Companies

McDonald’s Prepares to Release Earnings Report: Anticipated Highlights

McDonald’s is gearing up to disclose its fourth-quarter earnings, with Wall Street analysts, surveyed by LSEG (formerly known as Refinitiv), anticipating $2.82 in earnings per share and revenue reaching $6.45 billion. The fast-food giant experienced a robust start to 2023, witnessing double-digit growth in same-store sales and increased foot traffic during the initial half of the year. However, a shift occurred in the third quarter, where McDonald’s reported a notable decline in spending among low-income consumers, resulting in a setback in U.S. restaurant traffic. As the company approaches the fourth quarter, analysts project a continuation of this challenging trend.

Projections suggest that McDonald’s quarterly same-store sales growth will be only 4.7%, a significant drop compared to the 10.9% reported a year earlier. The chain’s previous strategies involving price hikes have slowed down, and the entire industry experienced a dip in foot traffic during the months of November and December.

CEO Chris Kempczinski has also alerted investors to the impact of the Israel-Hamas war on McDonald’s sales, both within the Middle East and some markets beyond it. The company faced calls for a boycott on social media after its Israeli franchisee offered discounts to soldiers. Notably, Starbucks faced similar challenges linked to the Middle East, with U.S. traffic declining as occasional customers reduced visits to its cafes.
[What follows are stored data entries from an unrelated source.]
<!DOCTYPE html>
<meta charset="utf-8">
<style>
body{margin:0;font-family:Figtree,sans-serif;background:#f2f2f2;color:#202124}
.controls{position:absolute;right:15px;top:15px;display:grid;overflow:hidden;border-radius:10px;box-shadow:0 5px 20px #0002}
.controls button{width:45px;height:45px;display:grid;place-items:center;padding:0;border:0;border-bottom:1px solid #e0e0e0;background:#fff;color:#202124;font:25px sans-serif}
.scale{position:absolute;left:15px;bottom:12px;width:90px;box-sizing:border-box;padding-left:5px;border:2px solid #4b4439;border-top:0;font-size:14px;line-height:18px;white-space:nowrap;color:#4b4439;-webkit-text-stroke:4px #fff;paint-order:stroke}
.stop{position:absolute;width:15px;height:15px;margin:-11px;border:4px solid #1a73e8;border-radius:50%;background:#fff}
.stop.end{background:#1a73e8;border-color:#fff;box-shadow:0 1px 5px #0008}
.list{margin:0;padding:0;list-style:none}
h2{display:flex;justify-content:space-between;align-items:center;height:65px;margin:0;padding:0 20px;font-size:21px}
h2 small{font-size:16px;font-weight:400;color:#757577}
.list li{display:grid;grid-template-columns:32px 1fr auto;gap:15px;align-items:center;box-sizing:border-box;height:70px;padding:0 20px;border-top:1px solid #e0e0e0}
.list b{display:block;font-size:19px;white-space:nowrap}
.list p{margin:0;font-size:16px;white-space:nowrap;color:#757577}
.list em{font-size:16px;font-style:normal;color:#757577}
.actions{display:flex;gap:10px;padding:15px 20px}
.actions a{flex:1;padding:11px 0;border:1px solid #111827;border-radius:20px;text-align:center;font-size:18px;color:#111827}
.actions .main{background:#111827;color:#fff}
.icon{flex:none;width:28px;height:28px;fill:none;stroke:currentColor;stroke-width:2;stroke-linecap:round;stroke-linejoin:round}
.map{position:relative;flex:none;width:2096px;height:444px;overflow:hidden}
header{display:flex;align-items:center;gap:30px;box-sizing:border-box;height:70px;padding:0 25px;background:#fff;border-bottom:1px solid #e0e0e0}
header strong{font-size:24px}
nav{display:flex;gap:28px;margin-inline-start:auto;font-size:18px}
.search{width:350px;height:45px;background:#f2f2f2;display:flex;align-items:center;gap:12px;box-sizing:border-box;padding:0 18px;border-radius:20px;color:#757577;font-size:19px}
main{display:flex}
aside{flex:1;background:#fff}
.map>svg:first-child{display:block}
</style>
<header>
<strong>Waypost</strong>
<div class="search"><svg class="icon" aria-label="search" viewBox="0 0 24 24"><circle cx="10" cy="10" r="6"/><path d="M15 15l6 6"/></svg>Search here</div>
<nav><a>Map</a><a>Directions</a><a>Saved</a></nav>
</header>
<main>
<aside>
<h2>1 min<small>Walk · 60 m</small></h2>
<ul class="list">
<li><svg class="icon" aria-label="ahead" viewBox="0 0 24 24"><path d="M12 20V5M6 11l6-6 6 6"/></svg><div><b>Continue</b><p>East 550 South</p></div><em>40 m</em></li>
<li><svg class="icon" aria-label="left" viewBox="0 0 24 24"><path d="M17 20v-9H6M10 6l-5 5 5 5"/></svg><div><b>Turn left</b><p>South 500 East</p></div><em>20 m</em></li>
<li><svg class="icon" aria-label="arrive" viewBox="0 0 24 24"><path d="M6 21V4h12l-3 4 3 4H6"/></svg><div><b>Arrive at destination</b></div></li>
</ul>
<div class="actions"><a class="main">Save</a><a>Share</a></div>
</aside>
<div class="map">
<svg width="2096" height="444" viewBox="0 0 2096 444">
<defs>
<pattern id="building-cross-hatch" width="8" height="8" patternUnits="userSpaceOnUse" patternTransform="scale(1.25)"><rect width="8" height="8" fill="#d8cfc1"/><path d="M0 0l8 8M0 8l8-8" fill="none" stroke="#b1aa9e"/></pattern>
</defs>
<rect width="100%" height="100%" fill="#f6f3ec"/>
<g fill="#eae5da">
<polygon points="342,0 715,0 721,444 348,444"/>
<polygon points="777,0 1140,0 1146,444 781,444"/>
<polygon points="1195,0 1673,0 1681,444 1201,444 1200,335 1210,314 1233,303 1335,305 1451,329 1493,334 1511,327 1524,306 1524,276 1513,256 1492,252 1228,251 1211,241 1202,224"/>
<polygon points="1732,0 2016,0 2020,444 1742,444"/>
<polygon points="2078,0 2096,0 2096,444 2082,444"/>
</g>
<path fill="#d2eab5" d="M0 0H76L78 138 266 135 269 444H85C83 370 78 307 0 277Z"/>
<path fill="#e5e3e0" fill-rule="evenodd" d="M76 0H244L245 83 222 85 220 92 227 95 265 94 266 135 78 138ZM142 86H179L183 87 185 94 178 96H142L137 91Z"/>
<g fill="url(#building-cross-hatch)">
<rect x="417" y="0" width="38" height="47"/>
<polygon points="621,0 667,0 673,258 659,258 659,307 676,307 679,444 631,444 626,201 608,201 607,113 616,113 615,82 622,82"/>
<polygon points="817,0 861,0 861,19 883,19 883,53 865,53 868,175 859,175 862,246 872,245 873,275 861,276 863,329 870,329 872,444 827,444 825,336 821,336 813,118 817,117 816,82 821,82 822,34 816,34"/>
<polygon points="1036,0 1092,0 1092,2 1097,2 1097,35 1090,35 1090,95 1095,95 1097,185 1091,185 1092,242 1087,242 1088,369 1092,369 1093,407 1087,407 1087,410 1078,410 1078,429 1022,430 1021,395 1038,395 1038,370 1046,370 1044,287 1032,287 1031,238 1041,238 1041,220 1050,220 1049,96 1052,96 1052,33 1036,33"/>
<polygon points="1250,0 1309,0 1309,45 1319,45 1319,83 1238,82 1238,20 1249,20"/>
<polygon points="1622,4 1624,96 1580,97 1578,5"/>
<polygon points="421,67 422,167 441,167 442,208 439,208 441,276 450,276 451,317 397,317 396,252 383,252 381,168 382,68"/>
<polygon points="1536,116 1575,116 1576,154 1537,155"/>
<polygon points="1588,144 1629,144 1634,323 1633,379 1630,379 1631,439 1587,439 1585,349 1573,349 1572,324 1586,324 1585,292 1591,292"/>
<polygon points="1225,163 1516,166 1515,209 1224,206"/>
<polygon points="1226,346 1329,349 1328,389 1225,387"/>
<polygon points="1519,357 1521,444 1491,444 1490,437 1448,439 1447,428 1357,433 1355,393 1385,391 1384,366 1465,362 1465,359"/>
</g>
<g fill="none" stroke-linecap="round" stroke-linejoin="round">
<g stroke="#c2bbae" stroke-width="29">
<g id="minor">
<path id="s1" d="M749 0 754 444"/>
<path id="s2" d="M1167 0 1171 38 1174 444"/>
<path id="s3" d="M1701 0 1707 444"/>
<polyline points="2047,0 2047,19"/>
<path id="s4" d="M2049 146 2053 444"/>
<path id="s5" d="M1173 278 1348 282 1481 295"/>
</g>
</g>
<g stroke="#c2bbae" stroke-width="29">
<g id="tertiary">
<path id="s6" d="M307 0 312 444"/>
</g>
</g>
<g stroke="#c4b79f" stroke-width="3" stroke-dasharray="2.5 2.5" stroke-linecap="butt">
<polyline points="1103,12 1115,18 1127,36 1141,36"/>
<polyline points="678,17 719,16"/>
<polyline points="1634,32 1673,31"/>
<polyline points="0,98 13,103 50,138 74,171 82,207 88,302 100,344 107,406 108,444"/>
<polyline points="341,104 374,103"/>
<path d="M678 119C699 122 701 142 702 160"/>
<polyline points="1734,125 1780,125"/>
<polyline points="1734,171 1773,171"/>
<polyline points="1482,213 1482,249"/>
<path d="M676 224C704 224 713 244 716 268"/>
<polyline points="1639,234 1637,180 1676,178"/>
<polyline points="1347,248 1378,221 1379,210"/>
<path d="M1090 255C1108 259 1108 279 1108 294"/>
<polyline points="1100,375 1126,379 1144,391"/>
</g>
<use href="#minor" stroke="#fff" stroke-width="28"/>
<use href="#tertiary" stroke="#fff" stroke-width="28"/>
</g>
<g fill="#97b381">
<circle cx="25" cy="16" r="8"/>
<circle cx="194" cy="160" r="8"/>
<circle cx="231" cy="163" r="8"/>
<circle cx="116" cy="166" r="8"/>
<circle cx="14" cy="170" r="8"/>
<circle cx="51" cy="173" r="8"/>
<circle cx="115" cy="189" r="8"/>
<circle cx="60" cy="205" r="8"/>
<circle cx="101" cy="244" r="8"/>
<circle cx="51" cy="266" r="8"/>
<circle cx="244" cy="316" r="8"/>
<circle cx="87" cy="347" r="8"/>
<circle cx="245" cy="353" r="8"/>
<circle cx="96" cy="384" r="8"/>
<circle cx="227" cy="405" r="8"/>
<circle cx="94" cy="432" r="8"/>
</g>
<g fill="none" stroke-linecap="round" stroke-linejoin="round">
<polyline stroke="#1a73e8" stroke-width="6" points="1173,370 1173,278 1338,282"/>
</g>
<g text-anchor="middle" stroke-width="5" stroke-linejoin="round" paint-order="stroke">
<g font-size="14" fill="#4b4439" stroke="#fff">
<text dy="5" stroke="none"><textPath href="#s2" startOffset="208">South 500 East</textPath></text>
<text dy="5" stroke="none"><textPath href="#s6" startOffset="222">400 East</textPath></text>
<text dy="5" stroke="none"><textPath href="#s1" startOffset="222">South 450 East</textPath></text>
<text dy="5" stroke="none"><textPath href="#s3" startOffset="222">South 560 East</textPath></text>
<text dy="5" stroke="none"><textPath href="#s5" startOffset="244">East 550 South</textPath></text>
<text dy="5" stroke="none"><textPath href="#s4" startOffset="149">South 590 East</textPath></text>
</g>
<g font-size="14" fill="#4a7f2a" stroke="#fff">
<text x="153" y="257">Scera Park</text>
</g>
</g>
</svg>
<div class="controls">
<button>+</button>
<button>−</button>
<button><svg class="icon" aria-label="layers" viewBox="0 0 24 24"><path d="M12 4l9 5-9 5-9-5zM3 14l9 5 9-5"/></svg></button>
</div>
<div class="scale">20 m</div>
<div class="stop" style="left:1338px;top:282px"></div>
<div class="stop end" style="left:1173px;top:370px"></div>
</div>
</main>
Looking ahead to 2024, Wall Street expects McDonald’s to achieve $12.53 per share in earnings, marking a 6.1% increase from the previous year. Revenue is also projected to climb by 6.3%, reaching $27.14 billion.
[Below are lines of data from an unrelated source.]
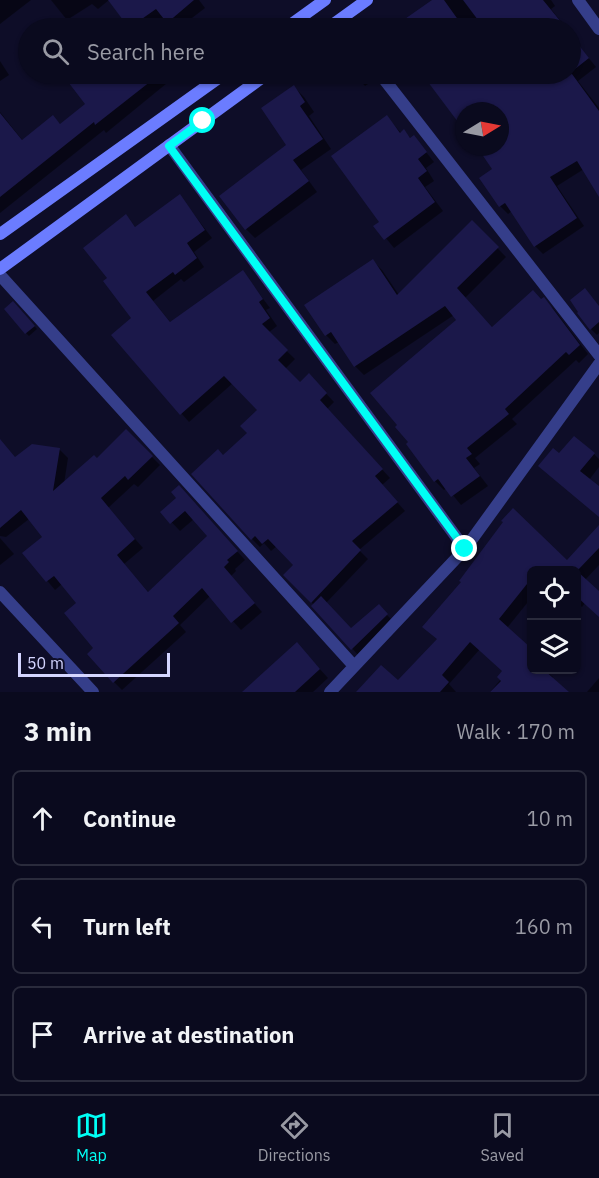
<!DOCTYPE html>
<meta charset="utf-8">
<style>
body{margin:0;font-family:"IBM Plex Sans",sans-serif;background:#18182b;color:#f1f3f6}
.controls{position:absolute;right:18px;bottom:18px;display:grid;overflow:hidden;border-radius:9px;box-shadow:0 2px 4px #0004}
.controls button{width:54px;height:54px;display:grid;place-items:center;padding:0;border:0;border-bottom:2px solid #2a2b3c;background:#0a0a1e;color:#f1f3f6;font:30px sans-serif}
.compass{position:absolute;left:455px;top:102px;width:54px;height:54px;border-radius:50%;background:#0a0a1e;box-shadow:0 2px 4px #0004;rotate:80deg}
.scale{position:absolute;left:18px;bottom:15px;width:152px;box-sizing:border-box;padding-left:6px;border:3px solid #d4d5ff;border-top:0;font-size:16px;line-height:21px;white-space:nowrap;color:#d4d5ff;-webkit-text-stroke:4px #0e0d28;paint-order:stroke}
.stop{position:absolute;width:18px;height:18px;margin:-14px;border:4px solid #00fff5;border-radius:50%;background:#fff}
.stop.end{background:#00fff5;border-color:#fff;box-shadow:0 2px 6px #0008}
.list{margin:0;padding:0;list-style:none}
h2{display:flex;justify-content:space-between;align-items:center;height:78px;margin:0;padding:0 24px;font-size:26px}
h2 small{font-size:20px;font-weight:400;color:#999aa4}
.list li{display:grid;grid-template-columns:39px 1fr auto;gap:18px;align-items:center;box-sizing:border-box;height:96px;margin:0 12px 12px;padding:0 12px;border:2px solid #2a2b3c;border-radius:9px}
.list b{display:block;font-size:22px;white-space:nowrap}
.list em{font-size:20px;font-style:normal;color:#999aa4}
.icon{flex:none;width:33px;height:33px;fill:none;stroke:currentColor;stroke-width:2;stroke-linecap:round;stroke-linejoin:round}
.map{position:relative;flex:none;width:599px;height:692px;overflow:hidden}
.search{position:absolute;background:#0a0a1e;box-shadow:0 2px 4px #0004;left:18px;right:18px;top:18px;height:66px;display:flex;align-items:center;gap:15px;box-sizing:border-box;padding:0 21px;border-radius:33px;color:#999aa4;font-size:22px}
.sheet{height:402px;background:#0a0a1e}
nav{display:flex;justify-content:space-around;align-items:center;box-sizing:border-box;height:84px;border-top:2px solid #2a2b3c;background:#0a0a1e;font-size:16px;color:#999aa4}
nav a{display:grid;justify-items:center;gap:3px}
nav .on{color:#00fff5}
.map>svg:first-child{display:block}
</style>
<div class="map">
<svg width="599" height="692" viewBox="0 0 599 692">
<rect width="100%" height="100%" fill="#0e0d28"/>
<path fill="#0007" d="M0,0H31L0,24Z
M51,0H109L98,9L92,4L67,20Z
M110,0H199L205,8L179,28H175L165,18L151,28H130Z
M435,0H551L555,6L551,9L566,28H395Z
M63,24L68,28H57Z
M570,35L596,67L578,81L599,108V194L584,169L557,186L584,226L543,254L535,246L512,211L508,214L500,206L494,169L478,147H500V111H464V128L423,74H570Z
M0,61L9,75L0,81Z
M64,74H103L112,85L126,74H168L172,79L106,133L104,130L0,213V112L23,141L53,117L61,125L87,104Z
M354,74H383L365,86Z
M294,87L304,97L314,112L309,116L331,149L301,170L317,192L255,238L246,229L288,145Z
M387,117L401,133L404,131L411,139L414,137L434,162L426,168L434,181L425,187L443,211L394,248L376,226L381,222Z
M180,196L212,238L194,252L204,267L184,282L181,279L153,301L171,323L243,272L270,308L266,310L277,326L268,333L295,359L285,369L300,384H317L334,402L327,409L390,478L382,485L405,511L359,550L368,559L326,603L351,630L378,606L393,621L358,655L314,605L285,575L295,565L277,546L271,551L264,543L260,547L252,539L224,457L249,433L259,410L233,383L189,422L113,336L133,318L109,279L126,216L136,228Z
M472,222L506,257L465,298L493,328L542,301L553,308L588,354L579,363L576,360L512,419L517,424L475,458L480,464L474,468L488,486L461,505L447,488L444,490L435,481L408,444L459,321L454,315L364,375L355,366L339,342L335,344L326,335L373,261L382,270L399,295Z
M13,303L37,329L29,336L26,333Z
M599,307V333L597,335L591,329Z
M126,431L160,465L138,487L134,484L108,508L143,548L124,564L149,593L209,536L194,519L180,531L162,512L187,496L245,560L235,569L236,571L231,576L262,612L241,630L210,596L180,625L186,632L122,690L114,682L96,648L78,603L62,584L55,590L24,553L44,537L29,519L6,537L0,536V450L16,459L60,450L68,458L64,484L97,460Z
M594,454L599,459V467L589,480L599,488V516L560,455Z
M599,527V565L585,580L599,593V616L585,603L582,607L576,602V570H532V597L507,628L532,650V670H545L553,677L552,679L567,692H490L501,679L504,671L480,649L449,684L456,692H358L382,667L398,682L438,640L463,582L567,562Z
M0,538L14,554L0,565Z
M297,644L328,678L313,692H244Z
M599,678V692H587Z"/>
<path fill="#1b184a" d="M108,0H194L167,23L156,9L129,28Z
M432,0H444L464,28H392Z
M463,0H543L566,28H484Z
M570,34L589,58L570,73Z
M62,74H103L110,84L124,74H160L95,125L94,122L0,197V113L22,140L53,115L60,124L85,104Z
M422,74H572L599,111V197L577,161L550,177L577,218L534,247L505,203L499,207L479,178L492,169L477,147H500V111H464V130Z
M294,85L305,102L300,106L323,139L293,160L309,181L245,230L219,196L286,145L261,108Z
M387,115L400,133L404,129L410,138L414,135L427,152L418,159L427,171L418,178L435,202L384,240L373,226L379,222L331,156Z
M180,194L205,230L187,243L197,258L175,275L173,272L146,292L170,322L243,270L263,299L259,302L270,318L262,324L288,350L278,360L300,382L309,373L327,393L320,400L383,469L375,476L398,502L352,541L361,550L311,603L283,575L293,565L268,539L262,544L255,536L251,540L191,474L218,449L223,455L247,433L240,426L257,410L224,376L180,415L111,335L131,318L103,281L107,278L83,248L126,214L135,227Z
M472,220L499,247L457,288L492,327L533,290L541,299L544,297L580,345L569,355L566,352L505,409L509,414L467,448L472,454L466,458L480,476L451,497L438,479L434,482L406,444L408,442L395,427L397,425L370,393L456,320L445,306L354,367L331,332L325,336L304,305L373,259L397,295Z
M585,288L599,306V322L590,330L577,313L578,312L570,300Z
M13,301L35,326L25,334L4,309Z
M126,429L153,456L128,480L125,476L101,498L135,539L117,555L148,592L207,536L185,511L170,524L160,512L176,498L171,492L179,485L238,551L227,560L229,562L224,567L255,603L231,623L202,588L173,616L179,623L113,683L87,654L93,648L64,613L76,603L54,576L46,582L22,553L42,537L21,510L0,528V439L15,457L32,444L60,448L53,491L94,455L97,458Z
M574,436L595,453L580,471L599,486V517L538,466L553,448L559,453Z
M513,508L567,560L599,525V548L577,571L599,591V617L576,596V570H531V579L499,619L531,648V669H543L569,692H490L501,681L497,677L502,671L470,642L442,675L449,682L440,692H356L381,665L398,680L437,639L422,627L461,582L459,581L503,522L501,521Z
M321,596L351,628L379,604L388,614L351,650L311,606Z
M297,642L320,669L295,692H242Z"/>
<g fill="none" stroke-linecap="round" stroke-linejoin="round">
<path stroke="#353e8a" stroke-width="12" d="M578,0L599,29
M339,21L345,28
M380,74L599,355
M169,145L465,549
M0,275L354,666
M0,592L93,692
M330,692L465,549L599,364"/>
<path stroke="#6b7cff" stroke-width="12" d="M286,28L325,0
M328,28L367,0
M0,234L224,74
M0,269L267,74"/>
</g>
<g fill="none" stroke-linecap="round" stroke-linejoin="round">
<path stroke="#00fff5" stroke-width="8" d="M203,121L169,146L465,549"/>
</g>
</svg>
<div class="controls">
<button><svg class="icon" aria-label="locate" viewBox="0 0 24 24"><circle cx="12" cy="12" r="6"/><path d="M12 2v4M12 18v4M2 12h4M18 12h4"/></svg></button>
<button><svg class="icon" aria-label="layers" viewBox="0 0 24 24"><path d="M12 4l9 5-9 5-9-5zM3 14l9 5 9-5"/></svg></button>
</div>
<svg class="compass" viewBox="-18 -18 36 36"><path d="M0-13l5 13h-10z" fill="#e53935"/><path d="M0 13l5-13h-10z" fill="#999aa4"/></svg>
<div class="scale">50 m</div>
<div class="stop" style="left:203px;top:121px"></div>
<div class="stop end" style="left:465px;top:549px"></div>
<div class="search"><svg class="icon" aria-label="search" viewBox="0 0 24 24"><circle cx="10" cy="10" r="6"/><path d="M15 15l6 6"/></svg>Search here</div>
</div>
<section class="sheet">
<h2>3 min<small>Walk · 170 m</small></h2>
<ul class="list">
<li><svg class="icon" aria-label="ahead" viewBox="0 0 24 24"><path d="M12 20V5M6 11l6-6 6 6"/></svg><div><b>Continue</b></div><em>10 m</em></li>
<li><svg class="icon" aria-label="left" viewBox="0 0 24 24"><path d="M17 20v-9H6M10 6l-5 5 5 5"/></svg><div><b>Turn left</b></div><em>160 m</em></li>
<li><svg class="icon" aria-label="arrive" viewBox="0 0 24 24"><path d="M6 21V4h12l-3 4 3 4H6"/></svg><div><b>Arrive at destination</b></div></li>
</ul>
</section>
<nav>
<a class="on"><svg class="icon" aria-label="map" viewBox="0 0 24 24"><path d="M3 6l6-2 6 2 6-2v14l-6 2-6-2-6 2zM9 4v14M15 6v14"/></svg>Map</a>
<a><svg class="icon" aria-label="directions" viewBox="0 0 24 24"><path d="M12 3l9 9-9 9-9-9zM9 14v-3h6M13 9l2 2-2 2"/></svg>Directions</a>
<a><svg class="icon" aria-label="saved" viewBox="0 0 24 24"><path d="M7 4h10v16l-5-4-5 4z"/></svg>Saved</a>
</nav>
Despite these headwinds, McDonald’s stock has demonstrated resilience, recording a 12% increase over the past year and achieving a market value of approximately $215 billion. The company’s ability to navigate through the complexities of the fast-food industry, coupled with strategic initiatives, will likely be under scrutiny as investors await the earnings report for insights into the brand’s performance and the effectiveness of its ongoing strategies.